Indian drugmaker Aurobindo won approval on Friday for a capsule formulation of the HIV/AIDS drug zidovudine, as well as a provisional go-ahead for a co-packaged combination therapy for the infection.
Zidovudine started to lose patent protection in the USA last September, initially for the tablet and oral solution formulations of the drug. A number of generic versions of these forms have been approved for marketing. Now, following expiry of a patent on the capsule formulation, Aurobindo can offer all available oral formulations of the widely-used antiretroviral.
The compound was originally developed by GlaxoSmithKline, which sells it as Retrovir, although sales of the brand have plummeted as GSK has put its efforts into promoting combination products such as Trizivir (zidovudine, lamivudine and abacavir) and Combivir (zidovudine and lamivudine). GSK’s sales of Retrovir were just £41 million ($71m) last year, while Combivir made £583 million and Trizivir brought in £303 million.

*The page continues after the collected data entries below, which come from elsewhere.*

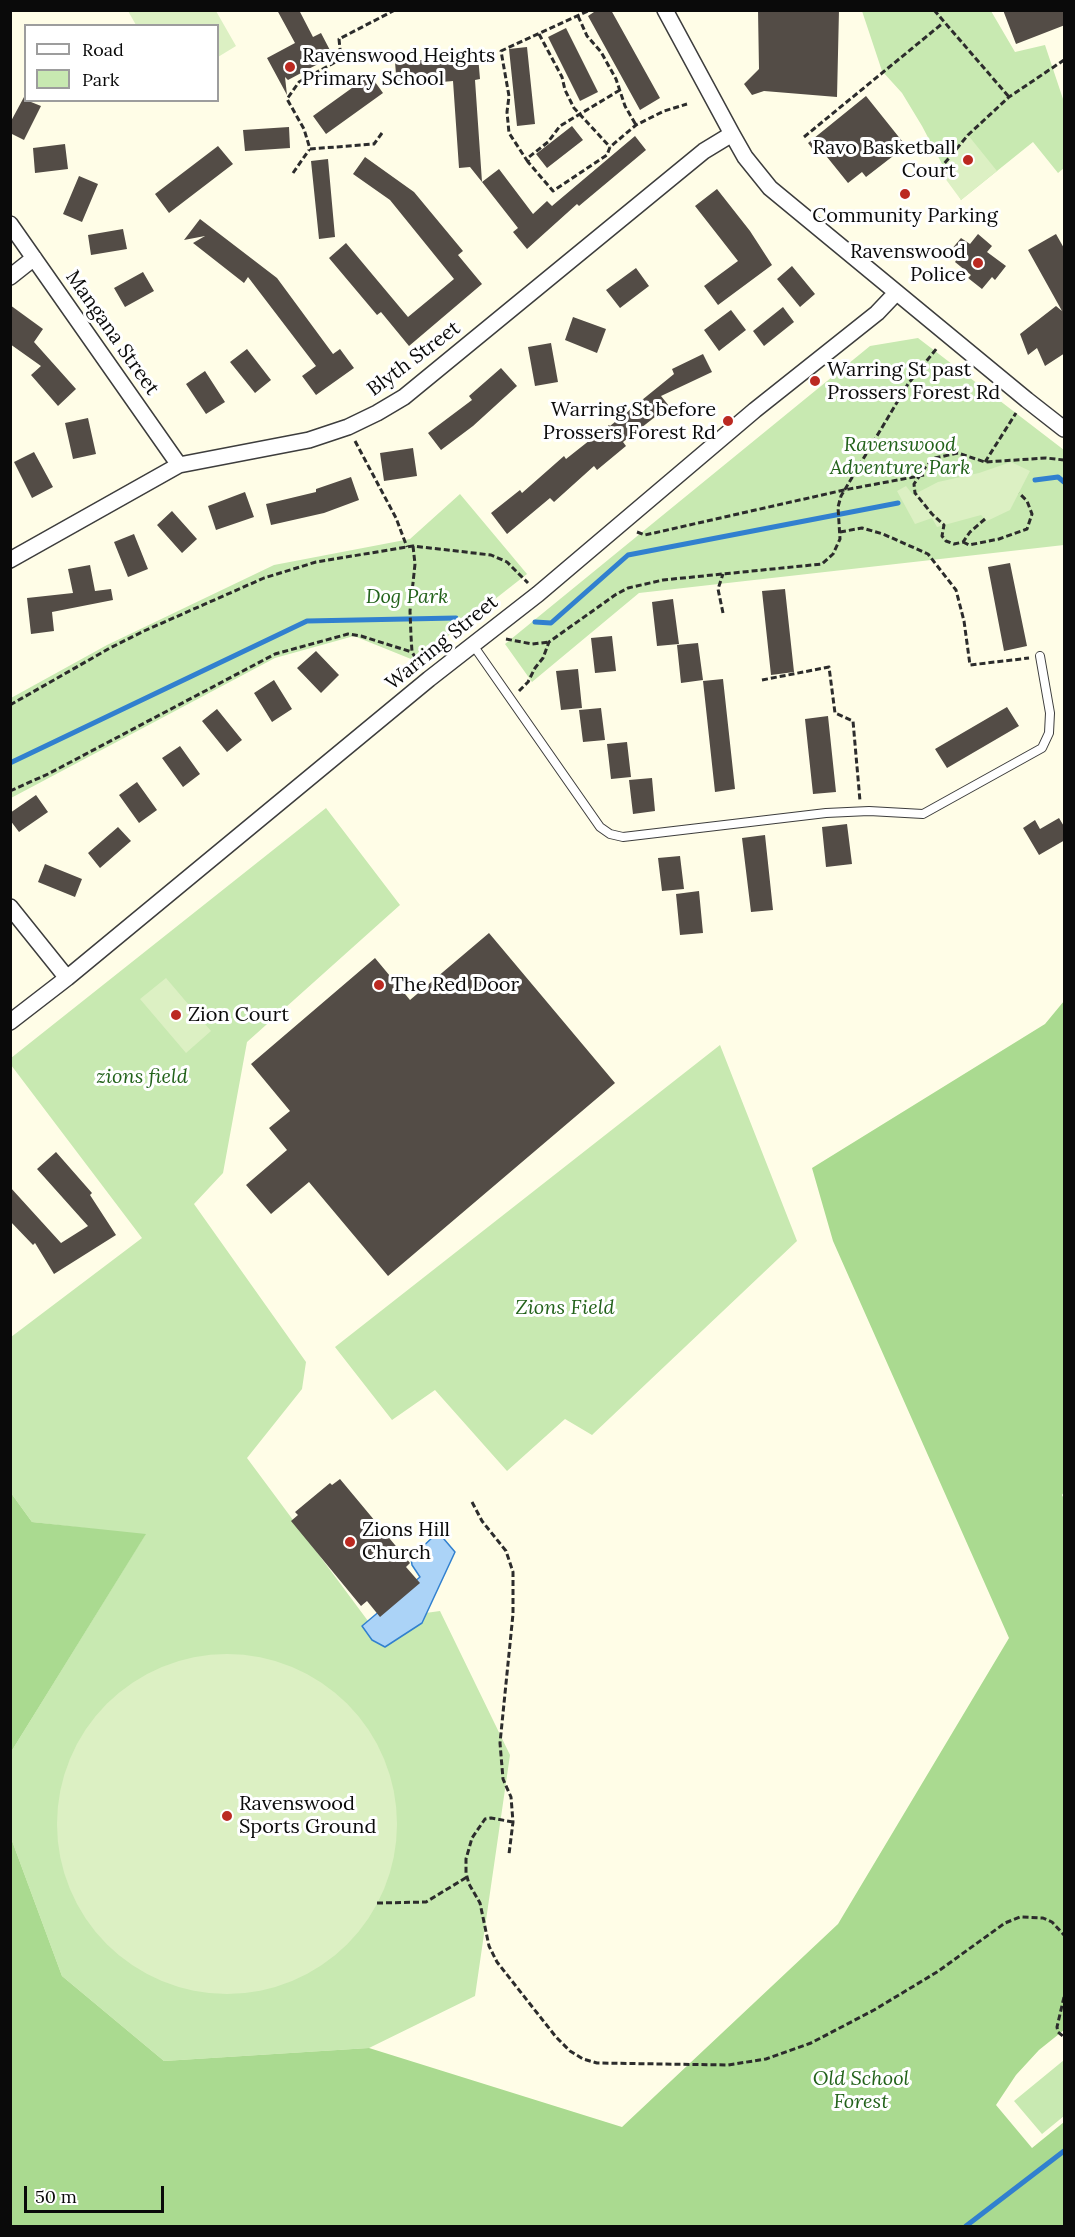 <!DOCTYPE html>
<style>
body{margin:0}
#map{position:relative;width:1075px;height:2237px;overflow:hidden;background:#fffde7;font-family:Lora,serif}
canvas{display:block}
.frame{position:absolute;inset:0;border:12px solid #0a0a0a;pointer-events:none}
.legend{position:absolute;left:24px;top:24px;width:195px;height:78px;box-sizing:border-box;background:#fff;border:2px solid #9d9d9d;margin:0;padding:8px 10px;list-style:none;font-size:18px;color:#0a0a0a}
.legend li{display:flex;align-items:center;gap:12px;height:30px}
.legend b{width:30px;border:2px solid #9d9d9d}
.scale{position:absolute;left:24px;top:2186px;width:140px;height:27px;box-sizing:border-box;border:3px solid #0a0a0a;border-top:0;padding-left:8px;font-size:18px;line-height:21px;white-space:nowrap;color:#0a0a0a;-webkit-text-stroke:4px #fff;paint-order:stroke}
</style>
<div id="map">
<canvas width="1075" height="2237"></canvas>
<div class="frame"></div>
<ul class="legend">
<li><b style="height:8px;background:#fff"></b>Road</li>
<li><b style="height:16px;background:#c8e9b1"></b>Park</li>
</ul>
<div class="scale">50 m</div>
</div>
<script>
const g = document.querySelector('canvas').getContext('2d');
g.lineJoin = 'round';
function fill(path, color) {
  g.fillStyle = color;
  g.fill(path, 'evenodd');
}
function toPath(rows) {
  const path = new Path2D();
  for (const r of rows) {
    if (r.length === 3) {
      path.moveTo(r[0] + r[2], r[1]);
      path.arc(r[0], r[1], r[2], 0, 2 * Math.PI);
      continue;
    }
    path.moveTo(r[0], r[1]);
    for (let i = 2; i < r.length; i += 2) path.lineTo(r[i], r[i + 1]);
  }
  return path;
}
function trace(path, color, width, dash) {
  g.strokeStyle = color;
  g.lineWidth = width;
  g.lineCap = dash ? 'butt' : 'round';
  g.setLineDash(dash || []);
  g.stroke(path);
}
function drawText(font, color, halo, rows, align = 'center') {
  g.font = font + ' Lora,serif';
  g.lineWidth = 6;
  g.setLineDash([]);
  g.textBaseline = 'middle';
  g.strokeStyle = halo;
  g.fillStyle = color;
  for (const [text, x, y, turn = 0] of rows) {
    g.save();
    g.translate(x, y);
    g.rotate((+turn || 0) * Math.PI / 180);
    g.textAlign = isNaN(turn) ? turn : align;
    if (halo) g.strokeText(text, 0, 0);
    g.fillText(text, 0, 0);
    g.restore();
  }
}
fill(toPath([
 [862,11,991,11,1015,52,1045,45,1064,102,1064,168,1058,173,1033,142,961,200,922,126,902,93,882,71],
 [918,338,1064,450,1064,545,639,593,532,682,505,644,870,346],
 [460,494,527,574,416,661,354,636,275,658,11,798,11,698,107,645,274,565,410,539],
 [326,808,400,905,247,1042,223,1173,194,1204,306,1362,302,1389,247,1458,368,1621,440,1611,510,1755,475,1996,369,2048,164,2061,62,1976,11,1838,11,1752,145,1535,32,1522,11,1493,11,1337,142,1238,11,1065,11,1058],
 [720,1045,797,1241,592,1435,565,1419,507,1471,435,1390,392,1420,335,1347],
 [1064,2060,1064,2116,1042,2134,1014,2101]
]), '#c8e9b1');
fill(toPath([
 [1064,1001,1064,1492,1062,1495,1064,1499,1064,2030,1039,2050,1016,2075,996,2105,1032,2148,1064,2122,1064,2226,11,2226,11,1838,62,1976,164,2061,369,2048,622,2127,838,1924,1009,1638,833,1241,812,1168,1045,1024],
 [11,1493,32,1522,146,1534,11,1752]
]), '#aada90');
fill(toPath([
 [128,11,216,11,236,46,218,57,218,26,136,25],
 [968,135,997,171,961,200,939,170],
 [1011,462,1030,471,1010,510,987,521,981,515,937,527,932,518,915,524,897,491,906,486,913,495,938,482,979,473],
 [166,978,211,1031,186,1053,140,999],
 [227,1824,170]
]), '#dcf0c3');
const water = toPath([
 [438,1532,455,1552,422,1623,385,1647,372,1640,362,1626,420,1577,412,1565,411,1558,438,1532]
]);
fill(water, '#abd3f7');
trace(water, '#3180cf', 1.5);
trace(toPath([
 [1035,480,1058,477,1064,482],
 [535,622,551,623,628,555,898,503],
 [10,763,307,621,456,618],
 [966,2226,1064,2151]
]), '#3180cf', 5);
fill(toPath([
 [277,10,299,10,313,37,321,33,333,56,288,80,285,77,287,95,267,58,295,43],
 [597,10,611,10,660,98,640,110,588,16],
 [758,10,839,10,837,97,764,91,752,95,744,84,759,69],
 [1003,10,1065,10,1065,25,1016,44],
 [566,28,598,92,580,101,548,37],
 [527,47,535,124,517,126,509,49],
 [478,56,480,79,475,80,482,182,470,167,459,168,453,81,397,86,395,62],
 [370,75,383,93,326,134,313,116],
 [866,96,906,146,866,177,862,172,848,183,823,152,818,156,808,143],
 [24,97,26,100,41,106,24,140,10,133,10,123],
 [572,126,583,140,547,168,536,154],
 [289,127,290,148,245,151,243,130],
 [635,136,646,150,579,206,577,204,527,249,513,232,518,228,482,182,499,169,533,214,547,201,552,206],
 [65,144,68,169,35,173,33,148],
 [218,146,233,164,169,213,155,194],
 [365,157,414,192,463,251,458,255,482,284,409,346,381,312,377,315,329,258,346,243,408,317,454,279,390,200,353,174],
 [328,159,335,237,319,239,311,161],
 [79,176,98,184,82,222,63,214],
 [717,189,750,231,772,265,718,305,704,286,738,261,695,206],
 [200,219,277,278,333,354,340,349,354,368,316,395,302,376,316,366,248,277,244,283,193,243,205,236,184,240],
 [123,229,127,249,91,255,88,235],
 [978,234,992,246,987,252,1006,266,995,280,992,277,982,289,968,278,971,275,955,262,959,256,951,250,961,238,970,244],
 [1056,234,1065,250,1065,353,1045,366,1037,348,1028,355,1020,334,1056,306,1062,311,1028,250],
 [792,266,815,294,800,307,777,279],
 [636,268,649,286,620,308,606,290],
 [143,272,154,291,125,307,114,288],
 [10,305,43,329,34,342,76,389,58,406,31,375,41,366,10,344],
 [783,307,794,322,764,346,753,331],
 [731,310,746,330,719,351,704,330],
 [573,317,606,329,597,353,565,340],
 [551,343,558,382,535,386,528,347],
 [247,349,271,380,255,393,230,362],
 [703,354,712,372,661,396,669,406,623,442,626,446,597,470,594,466,554,502,550,498,507,534,491,513,520,490,522,493,564,456,566,459,609,425,610,426,674,374,672,369],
 [501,368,517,386,473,426,441,450,428,433,472,400,469,396],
 [205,371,225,402,206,414,186,384],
 [88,418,96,454,73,459,65,423],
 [413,448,417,476,384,481,380,453],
 [34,452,53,487,32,498,14,462],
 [351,477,359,500,324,513,271,525,266,504,316,492,316,489],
 [245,492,254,517,216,530,208,506],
 [172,511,197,539,182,553,157,525],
 [134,534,148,569,128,577,114,542],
 [1010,563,1027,646,1004,651,988,567],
 [90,565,95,591,111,589,113,600,52,612,54,631,31,634,27,598,73,593,68,569],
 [785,589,794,672,771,675,762,591],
 [673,599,679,644,657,646,652,602],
 [612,636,616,671,595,673,591,638],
 [698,643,703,680,681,683,677,645],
 [316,651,339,675,321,693,297,668],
 [578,669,582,708,561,710,556,671],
 [723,679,735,789,715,792,703,681],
 [274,680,292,709,272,722,254,693],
 [1007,707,1019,726,947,768,935,749],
 [601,708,605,740,583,742,579,710],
 [217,709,242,740,227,752,202,721],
 [828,716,836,792,813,794,805,719],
 [627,742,631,777,611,779,607,744],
 [180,746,200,774,183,787,162,758],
 [652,778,655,811,633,814,629,780],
 [137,782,157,810,139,823,119,795],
 [36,795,48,812,19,832,10,820,10,813],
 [1059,818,1065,828,1065,840,1039,855,1023,828,1035,820,1040,829],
 [847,824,852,864,826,867,822,827],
 [118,827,131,841,100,868,88,853],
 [765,835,773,910,751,912,742,838],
 [680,856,684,889,662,891,658,858],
 [45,864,82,879,75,897,38,882],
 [699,891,703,933,680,935,676,894],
 [489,933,615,1083,388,1276,309,1182,271,1214,246,1185,287,1150,269,1128,290,1111,251,1064,375,958,410,1000],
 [56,1152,92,1193,90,1195,116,1235,54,1274,35,1243,33,1245,10,1221,10,1187,61,1243,88,1226,37,1169],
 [340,1479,410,1563,406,1567,420,1583,380,1617,367,1601,361,1606,291,1521,298,1515,295,1512,330,1483,332,1485]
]), '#534c46');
const service = toPath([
 [473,645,600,827,610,834,623,837,826,813,869,811,923,814,1042,748,1049,733,1050,713,1040,656]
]);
const minor = toPath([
 [665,10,732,134,745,157,770,188,1027,400,1064,429],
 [10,224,179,465],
 [10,277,34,258],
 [10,560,179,465,309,440,348,427,377,413,404,397,704,151,732,134],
 [10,907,67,978],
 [10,1022,67,978,429,679,538,594,755,410,877,313,896,293]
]);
trace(service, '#3d3d3d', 10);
trace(minor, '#3d3d3d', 18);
trace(toPath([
 [934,10,1009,97],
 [578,16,587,36,601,52,616,79,625,106,636,125],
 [539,34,562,77,565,90,574,108,610,147],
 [620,90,560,126,548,142,529,157,528,162,553,191,607,155,610,147,636,125,664,111,687,104],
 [382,133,374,144,310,149,304,129,287,99,299,82,341,59,339,39,395,10],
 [804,137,943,23],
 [528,162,509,133,507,112,509,96,501,51,590,10],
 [939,170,968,135,1009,97,1064,60],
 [293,173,309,150],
 [355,441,396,518,407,547],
 [985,462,1016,413],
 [985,519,970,532,963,542,954,544,946,541,942,536,944,525,932,514,915,493,914,484,926,466,935,458,958,453,985,462,1046,458,1064,460],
 [637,532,645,535,844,490,935,473],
 [840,532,862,528,883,534,928,554,956,590,964,621,970,665,1029,658],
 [963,542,969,545,999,539,1027,529,1032,514,1027,501,1019,493],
 [413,546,415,564,410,611,411,636,412,652,420,665],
 [723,613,718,589,723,574],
 [506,639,532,644,549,642],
 [762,680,829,667,835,713,853,721,860,801],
 [519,691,528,682,535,668,543,658,549,642,615,595,628,588,663,580,822,564,833,554,840,539,838,507,841,496,908,384,937,348],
 [10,705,110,648,144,631,264,578,316,562,413,546,491,555,507,562,528,583],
 [10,791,48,774,275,654,348,634,361,636,412,652],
 [472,1502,482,1521,506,1551,513,1572,513,1614,500,1743,503,1779,511,1797,513,1822,509,1854],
 [513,1822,491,1818,485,1819,472,1838,466,1859,466,1873,469,1884,480,1903,489,1946,497,1962,556,2037,570,2051,583,2059,597,2063,728,2065,766,2059,811,2043,874,2010,937,1972,1005,1923,1020,1917,1043,1918,1052,1922,1064,1935],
 [377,1903,426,1902,467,1877],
 [1064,1997,1057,2027,1058,2032,1064,2037]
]), '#2c2c2c', 3, [6, 3]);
trace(service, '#fff', 8);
trace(minor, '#fff', 15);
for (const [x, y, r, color] of [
 [290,67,6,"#bb2921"],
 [968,160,6,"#bb2921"],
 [905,194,6,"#bb2921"],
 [978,263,6,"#bb2921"],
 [815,381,6,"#bb2921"],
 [728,421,6,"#bb2921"],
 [379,985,6,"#bb2921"],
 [176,1015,6,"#bb2921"],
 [350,1542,6,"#bb2921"],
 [227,1816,6,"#bb2921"]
]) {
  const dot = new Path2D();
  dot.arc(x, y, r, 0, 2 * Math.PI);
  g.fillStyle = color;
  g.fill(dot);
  trace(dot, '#fff', 2);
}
drawText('20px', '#0a0a0a', '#fff', [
 ["Ravenswood Heights",302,56],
 ["Primary School",302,79],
 ["Ravo Basketball",956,148,"right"],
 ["Court",956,171,"right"],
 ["Community Parking",905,216,"center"],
 ["Ravenswood",966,252,"right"],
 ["Police",966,275,"right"],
 ["Warring St past",827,370],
 ["Prossers Forest Rd",827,393],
 ["Warring St before",716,410,"right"],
 ["Prossers Forest Rd",716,433,"right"],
 ["The Red Door",391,985],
 ["Zion Court",188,1015],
 ["Zions Hill",362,1530],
 ["Church",362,1553],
 ["Ravenswood",239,1804],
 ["Sports Ground",239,1827]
], 'left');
drawText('20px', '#0a0a0a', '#fff', [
 ["Mangana Street",112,333,55],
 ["Blyth Street",414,359,-37],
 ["Warring Street",442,643,-39]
]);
drawText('italic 20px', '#22621a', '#fff', [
 ["Ravenswood",900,445],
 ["Adventure Park",900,468],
 ["Dog Park",407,597],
 ["zions field",142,1077],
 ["Zions Field",565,1308],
 ["Old School",861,2079],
 ["Forest",861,2102]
]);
</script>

“This is a significant generic approval,” said Dr Andrew von Eschenbach, acting Commissioner of the FDA. “Approval of this additional dosage form of zidovudine should help reduce the cost of this therapy for American patients.”
Meanwhile, Aurobindo won a tentative approval for a co-package of three antiretroviral drugs – a lamivudine/zidovudine fixed-dose combination and a generic tablet version Bristol-Myers Squibb’s Sustiva (efavirenz).
The approval is provisional, as existing patents prevent full registration of the product, so Aurobindo cannot yet launch it in the USA. However, the co-package could be purchased under the President's Emergency Plan for AIDS Relief (PEPFAR), set up in 2003 and providing $15 billion to fight HIV/AIDS in areas of the world hardest hit by the disease.
The FDA granted tentative approval for Aurobindo’s generic formulation of efavirenz last June, and for the fixed dose combination of lamivudine and zidovudine in July 2005.